How AI is finally paving the data platform’s "last mile" for everyone
We’ve all seen the incredible advancements in the data space over the past years – powerful warehouses with limitless scale, slick ELT tools, and dbt bringing software engineering rigor to data pipelines. Yet, that final layer of polish, the seamless “last mile” experience seen in Big Tech tools (like Airbnb’s data timeliness UIs or Netflix’s integrated notebooks), still feels out of reach for most data teams, often a luxury only Big Tech could afford. Even with all the capabilities of the Modern Data Stack, data teams are still swamped with firefighting and ad-hoc requests, leaving little room for building these bespoke experience layers.

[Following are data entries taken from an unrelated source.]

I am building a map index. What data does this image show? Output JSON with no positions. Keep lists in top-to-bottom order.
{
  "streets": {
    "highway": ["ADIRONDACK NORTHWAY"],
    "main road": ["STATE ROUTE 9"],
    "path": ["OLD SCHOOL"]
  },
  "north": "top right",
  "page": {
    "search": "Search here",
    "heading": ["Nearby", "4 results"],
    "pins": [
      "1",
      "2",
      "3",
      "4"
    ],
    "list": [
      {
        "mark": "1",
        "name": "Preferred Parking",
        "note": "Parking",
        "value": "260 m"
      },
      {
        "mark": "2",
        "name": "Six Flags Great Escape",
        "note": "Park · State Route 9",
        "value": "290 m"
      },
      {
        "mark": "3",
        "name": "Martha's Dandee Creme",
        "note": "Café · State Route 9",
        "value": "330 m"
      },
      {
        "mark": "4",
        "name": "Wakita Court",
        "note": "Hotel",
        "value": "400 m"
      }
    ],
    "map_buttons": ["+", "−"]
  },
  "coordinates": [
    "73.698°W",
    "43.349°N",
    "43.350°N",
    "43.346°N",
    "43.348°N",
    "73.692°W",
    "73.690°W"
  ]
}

But what if that’s changing?
In my latest article, "How AI is Finally Democratizing the Data Platform’s Last-Mile Layer", I dive into how AI is emerging as a powerful “last-mile enabler”. I experienced this firsthand via a personal experiment that I discuss in the article: I persisted the artifacts of a dbt project using the ‘dbt-artifacts’ package, and then using Replit's AI, I built a basic dbt run execution timeline visualizer in under one hour – a task that previously might have seemed daunting (especially when using something as “delicate” as D3.js). Sure, it wasn’t nearly as sophisticated as Airbnb’s internal platform, but it worked. I had a functional app showing dbt model lineage, run statuses, and execution times, built by one person, in less time than it takes to watch a movie.
This isn’t just about building cool internal tools faster. It’s about:
Democratizing Excellence: AI is lowering the barrier of the experience layer, allowing teams of all sizes to achieve the kind of platform sophistication once reserved for tech giants.
Boosting Productivity: Enabling data professionals to focus more on insights by spending less time wrestling with clunky interfaces, hunting for metadata, or navigating complex access procedures.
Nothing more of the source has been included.